RECORDS SHOWN: Begin

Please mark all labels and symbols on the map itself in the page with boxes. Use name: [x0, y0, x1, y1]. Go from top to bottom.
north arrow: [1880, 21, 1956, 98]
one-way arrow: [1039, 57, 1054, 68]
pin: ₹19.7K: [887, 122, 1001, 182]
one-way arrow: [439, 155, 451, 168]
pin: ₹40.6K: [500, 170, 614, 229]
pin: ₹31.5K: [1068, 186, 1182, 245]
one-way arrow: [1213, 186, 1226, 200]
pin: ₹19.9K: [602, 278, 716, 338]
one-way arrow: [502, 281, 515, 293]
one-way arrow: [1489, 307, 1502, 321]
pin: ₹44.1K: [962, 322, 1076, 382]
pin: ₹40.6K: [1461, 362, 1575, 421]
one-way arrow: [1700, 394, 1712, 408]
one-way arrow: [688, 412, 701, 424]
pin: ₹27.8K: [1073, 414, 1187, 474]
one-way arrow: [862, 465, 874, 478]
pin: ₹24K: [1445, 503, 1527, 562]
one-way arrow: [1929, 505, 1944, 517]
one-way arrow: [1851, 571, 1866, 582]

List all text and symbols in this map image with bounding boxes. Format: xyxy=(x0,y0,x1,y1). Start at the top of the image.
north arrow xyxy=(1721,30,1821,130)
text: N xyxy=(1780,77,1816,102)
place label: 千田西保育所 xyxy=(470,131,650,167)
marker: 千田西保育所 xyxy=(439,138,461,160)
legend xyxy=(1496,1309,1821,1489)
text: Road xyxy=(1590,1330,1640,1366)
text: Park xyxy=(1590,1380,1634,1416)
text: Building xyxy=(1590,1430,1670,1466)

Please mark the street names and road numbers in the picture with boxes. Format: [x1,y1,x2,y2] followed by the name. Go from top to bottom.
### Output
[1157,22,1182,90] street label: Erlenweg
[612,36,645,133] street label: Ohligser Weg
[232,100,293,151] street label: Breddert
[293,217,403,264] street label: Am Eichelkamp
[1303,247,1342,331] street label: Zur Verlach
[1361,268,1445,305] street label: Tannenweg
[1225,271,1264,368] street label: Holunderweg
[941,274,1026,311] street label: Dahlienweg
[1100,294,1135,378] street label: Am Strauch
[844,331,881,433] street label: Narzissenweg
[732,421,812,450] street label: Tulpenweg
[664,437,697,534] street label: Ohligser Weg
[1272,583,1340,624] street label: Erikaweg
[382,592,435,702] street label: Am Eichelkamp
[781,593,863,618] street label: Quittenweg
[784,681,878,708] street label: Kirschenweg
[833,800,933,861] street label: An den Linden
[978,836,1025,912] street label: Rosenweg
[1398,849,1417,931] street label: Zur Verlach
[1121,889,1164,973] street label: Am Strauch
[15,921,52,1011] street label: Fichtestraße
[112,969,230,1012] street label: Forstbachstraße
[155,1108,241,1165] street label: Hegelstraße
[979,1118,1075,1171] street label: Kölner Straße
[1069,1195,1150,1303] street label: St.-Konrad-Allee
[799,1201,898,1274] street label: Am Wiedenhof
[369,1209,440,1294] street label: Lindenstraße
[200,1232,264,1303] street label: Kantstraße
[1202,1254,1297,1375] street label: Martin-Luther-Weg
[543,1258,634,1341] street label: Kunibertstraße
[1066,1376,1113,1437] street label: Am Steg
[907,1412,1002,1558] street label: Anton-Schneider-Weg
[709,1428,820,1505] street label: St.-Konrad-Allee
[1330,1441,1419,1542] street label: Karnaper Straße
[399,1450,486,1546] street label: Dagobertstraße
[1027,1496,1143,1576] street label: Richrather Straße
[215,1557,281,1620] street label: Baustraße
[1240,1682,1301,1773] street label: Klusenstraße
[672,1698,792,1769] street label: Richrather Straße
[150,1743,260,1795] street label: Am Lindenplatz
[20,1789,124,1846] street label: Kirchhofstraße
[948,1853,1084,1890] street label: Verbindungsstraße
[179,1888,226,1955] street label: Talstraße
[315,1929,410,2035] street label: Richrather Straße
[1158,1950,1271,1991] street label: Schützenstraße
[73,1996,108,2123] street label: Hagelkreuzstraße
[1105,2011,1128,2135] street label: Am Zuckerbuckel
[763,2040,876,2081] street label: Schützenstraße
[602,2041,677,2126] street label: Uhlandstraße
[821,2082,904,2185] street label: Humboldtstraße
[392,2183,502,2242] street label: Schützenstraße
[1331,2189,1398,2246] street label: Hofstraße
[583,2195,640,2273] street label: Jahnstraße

RECORDS SHOWN: End

Exactly as they stand, write out all of the entries.

■ **RESULT**
Please mark all labels and symbols on the map itself in the page with boxes. Use name: [x0, y0, x1, y1]. Go from top to bottom.
north arrow: [1880, 21, 1956, 98]
one-way arrow: [1039, 57, 1054, 68]
pin: ₹19.7K: [887, 122, 1001, 182]
one-way arrow: [439, 155, 451, 168]
pin: ₹40.6K: [500, 170, 614, 229]
pin: ₹31.5K: [1068, 186, 1182, 245]
one-way arrow: [1213, 186, 1226, 200]
pin: ₹19.9K: [602, 278, 716, 338]
one-way arrow: [502, 281, 515, 293]
one-way arrow: [1489, 307, 1502, 321]
pin: ₹44.1K: [962, 322, 1076, 382]
pin: ₹40.6K: [1461, 362, 1575, 421]
one-way arrow: [1700, 394, 1712, 408]
one-way arrow: [688, 412, 701, 424]
pin: ₹27.8K: [1073, 414, 1187, 474]
one-way arrow: [862, 465, 874, 478]
pin: ₹24K: [1445, 503, 1527, 562]
one-way arrow: [1929, 505, 1944, 517]
one-way arrow: [1851, 571, 1866, 582]

List all text and symbols in this map image with bounding boxes. Format: xyxy=(x0,y0,x1,y1). Start at the top of the image.
north arrow xyxy=(1721,30,1821,130)
text: N xyxy=(1780,77,1816,102)
place label: 千田西保育所 xyxy=(470,131,650,167)
marker: 千田西保育所 xyxy=(439,138,461,160)
legend xyxy=(1496,1309,1821,1489)
text: Road xyxy=(1590,1330,1640,1366)
text: Park xyxy=(1590,1380,1634,1416)
text: Building xyxy=(1590,1430,1670,1466)

Please mark the street names and road numbers in the picture with boxes. Format: [x1,y1,x2,y2] followed by the name. Go from top to bottom.
### Output
[1157,22,1182,90] street label: Erlenweg
[612,36,645,133] street label: Ohligser Weg
[232,100,293,151] street label: Breddert
[293,217,403,264] street label: Am Eichelkamp
[1303,247,1342,331] street label: Zur Verlach
[1361,268,1445,305] street label: Tannenweg
[1225,271,1264,368] street label: Holunderweg
[941,274,1026,311] street label: Dahlienweg
[1100,294,1135,378] street label: Am Strauch
[844,331,881,433] street label: Narzissenweg
[732,421,812,450] street label: Tulpenweg
[664,437,697,534] street label: Ohligser Weg
[1272,583,1340,624] street label: Erikaweg
[382,592,435,702] street label: Am Eichelkamp
[781,593,863,618] street label: Quittenweg
[784,681,878,708] street label: Kirschenweg
[833,800,933,861] street label: An den Linden
[978,836,1025,912] street label: Rosenweg
[1398,849,1417,931] street label: Zur Verlach
[1121,889,1164,973] street label: Am Strauch
[15,921,52,1011] street label: Fichtestraße
[112,969,230,1012] street label: Forstbachstraße
[155,1108,241,1165] street label: Hegelstraße
[979,1118,1075,1171] street label: Kölner Straße
[1069,1195,1150,1303] street label: St.-Konrad-Allee
[799,1201,898,1274] street label: Am Wiedenhof
[369,1209,440,1294] street label: Lindenstraße
[200,1232,264,1303] street label: Kantstraße
[1202,1254,1297,1375] street label: Martin-Luther-Weg
[543,1258,634,1341] street label: Kunibertstraße
[1066,1376,1113,1437] street label: Am Steg
[907,1412,1002,1558] street label: Anton-Schneider-Weg
[709,1428,820,1505] street label: St.-Konrad-Allee
[1330,1441,1419,1542] street label: Karnaper Straße
[399,1450,486,1546] street label: Dagobertstraße
[1027,1496,1143,1576] street label: Richrather Straße
[215,1557,281,1620] street label: Baustraße
[1240,1682,1301,1773] street label: Klusenstraße
[672,1698,792,1769] street label: Richrather Straße
[150,1743,260,1795] street label: Am Lindenplatz
[20,1789,124,1846] street label: Kirchhofstraße
[948,1853,1084,1890] street label: Verbindungsstraße
[179,1888,226,1955] street label: Talstraße
[315,1929,410,2035] street label: Richrather Straße
[1158,1950,1271,1991] street label: Schützenstraße
[73,1996,108,2123] street label: Hagelkreuzstraße
[1105,2011,1128,2135] street label: Am Zuckerbuckel
[763,2040,876,2081] street label: Schützenstraße
[602,2041,677,2126] street label: Uhlandstraße
[821,2082,904,2185] street label: Humboldtstraße
[392,2183,502,2242] street label: Schützenstraße
[1331,2189,1398,2246] street label: Hofstraße
[583,2195,640,2273] street label: Jahnstraße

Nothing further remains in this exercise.